--- START ---

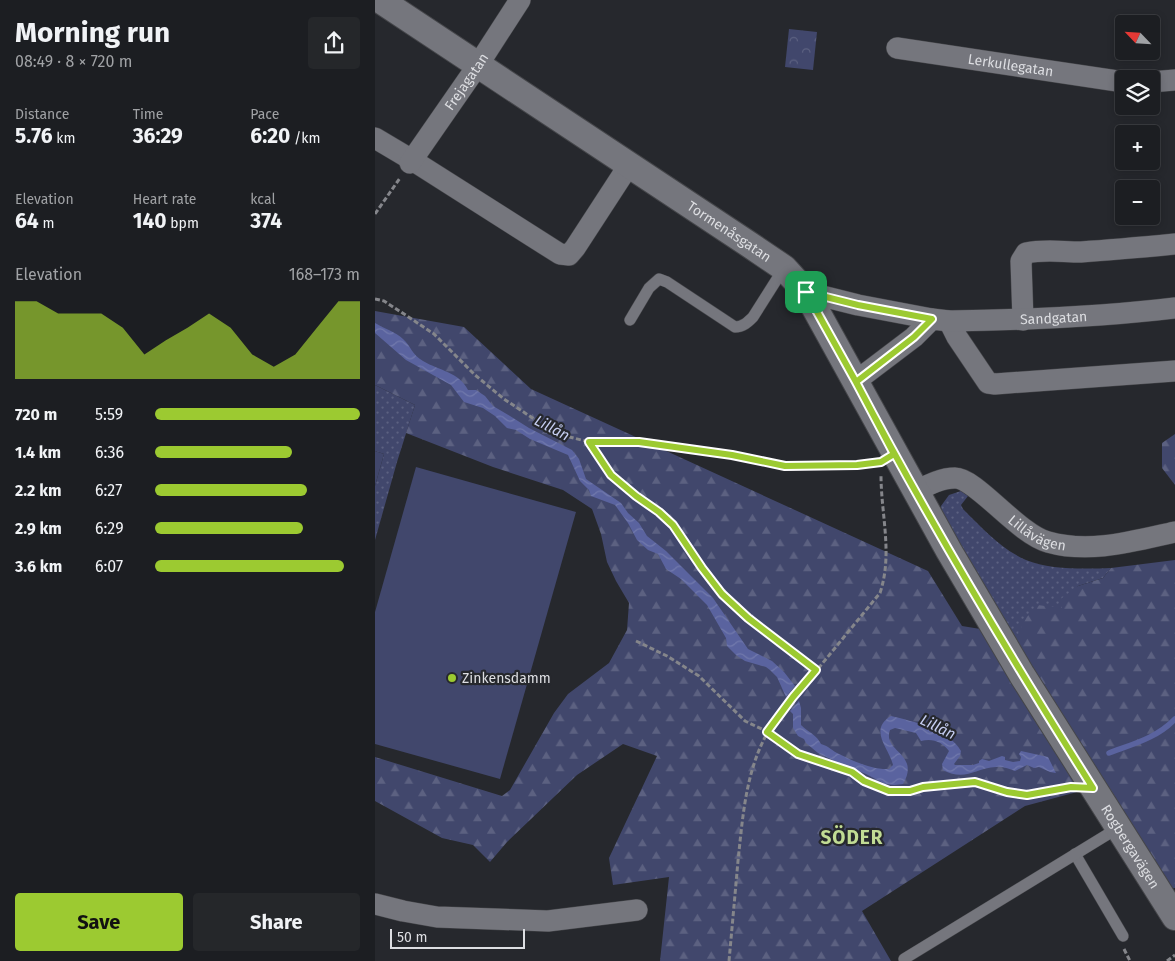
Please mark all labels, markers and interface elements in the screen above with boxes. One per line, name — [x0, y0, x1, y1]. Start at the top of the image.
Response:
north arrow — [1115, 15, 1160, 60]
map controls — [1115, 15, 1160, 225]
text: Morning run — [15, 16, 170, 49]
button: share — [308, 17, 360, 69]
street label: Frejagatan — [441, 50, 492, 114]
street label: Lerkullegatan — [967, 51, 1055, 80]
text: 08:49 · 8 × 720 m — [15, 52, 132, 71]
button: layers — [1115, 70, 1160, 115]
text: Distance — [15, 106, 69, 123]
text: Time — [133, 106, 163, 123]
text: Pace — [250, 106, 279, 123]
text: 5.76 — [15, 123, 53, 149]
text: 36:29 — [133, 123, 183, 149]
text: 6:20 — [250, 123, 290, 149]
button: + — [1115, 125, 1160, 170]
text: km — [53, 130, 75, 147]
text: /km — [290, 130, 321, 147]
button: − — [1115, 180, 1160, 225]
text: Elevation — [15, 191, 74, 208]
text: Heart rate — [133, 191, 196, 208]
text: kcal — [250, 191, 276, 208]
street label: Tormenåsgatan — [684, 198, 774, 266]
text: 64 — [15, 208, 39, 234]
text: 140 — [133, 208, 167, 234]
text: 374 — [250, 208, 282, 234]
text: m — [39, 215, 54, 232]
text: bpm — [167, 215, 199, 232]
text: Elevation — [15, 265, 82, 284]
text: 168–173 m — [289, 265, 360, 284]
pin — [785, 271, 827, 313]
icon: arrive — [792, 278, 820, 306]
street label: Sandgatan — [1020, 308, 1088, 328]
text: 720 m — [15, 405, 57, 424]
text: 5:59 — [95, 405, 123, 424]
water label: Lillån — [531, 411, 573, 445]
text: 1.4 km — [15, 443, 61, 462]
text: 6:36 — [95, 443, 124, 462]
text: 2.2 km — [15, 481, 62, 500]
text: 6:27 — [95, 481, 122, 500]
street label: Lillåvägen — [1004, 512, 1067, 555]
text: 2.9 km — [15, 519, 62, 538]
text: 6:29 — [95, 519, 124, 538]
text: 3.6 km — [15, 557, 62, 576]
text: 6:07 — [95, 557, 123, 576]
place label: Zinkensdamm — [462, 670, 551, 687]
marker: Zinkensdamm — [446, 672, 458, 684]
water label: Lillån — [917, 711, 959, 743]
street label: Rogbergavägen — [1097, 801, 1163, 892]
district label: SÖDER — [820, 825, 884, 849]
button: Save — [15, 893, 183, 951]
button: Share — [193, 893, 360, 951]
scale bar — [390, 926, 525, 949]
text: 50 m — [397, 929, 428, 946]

--- END ---
--- START ---

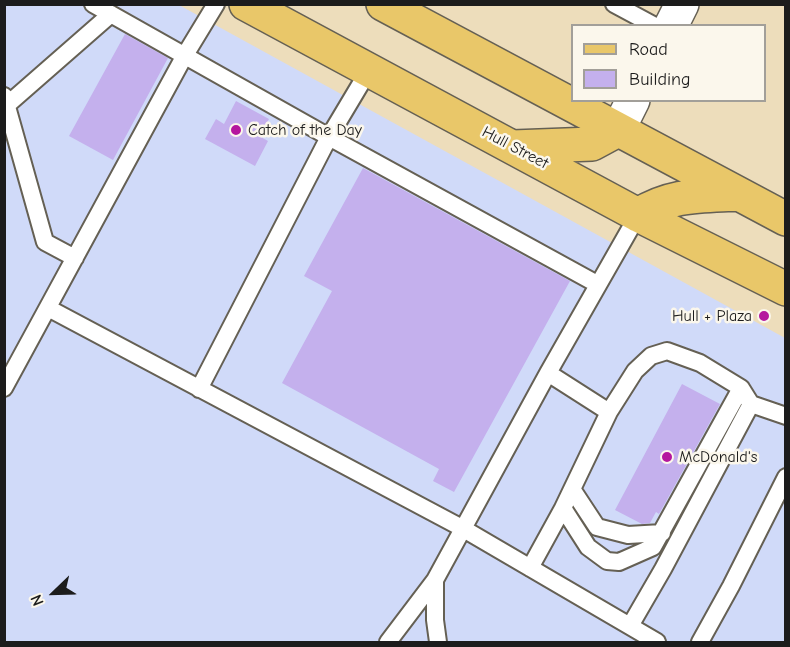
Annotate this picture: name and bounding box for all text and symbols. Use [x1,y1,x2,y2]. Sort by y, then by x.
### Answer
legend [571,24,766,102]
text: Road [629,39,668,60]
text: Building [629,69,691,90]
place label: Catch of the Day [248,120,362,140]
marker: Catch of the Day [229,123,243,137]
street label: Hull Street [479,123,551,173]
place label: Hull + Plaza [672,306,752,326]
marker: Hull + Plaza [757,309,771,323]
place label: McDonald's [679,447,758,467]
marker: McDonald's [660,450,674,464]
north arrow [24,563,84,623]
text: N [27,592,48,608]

--- END ---

Exercise instructions:
Search the entries for the string "name" and return each line where it turns up.

Answer:
Please mark all labels, markers and interface elements in the screen above with boxes. One per line, name — [x0, y0, x1, y1]. Start at the top of the image.
Annotate this picture: name and bounding box for all text and symbols. Use [x1,y1,x2,y2]. Sort by y, then by x.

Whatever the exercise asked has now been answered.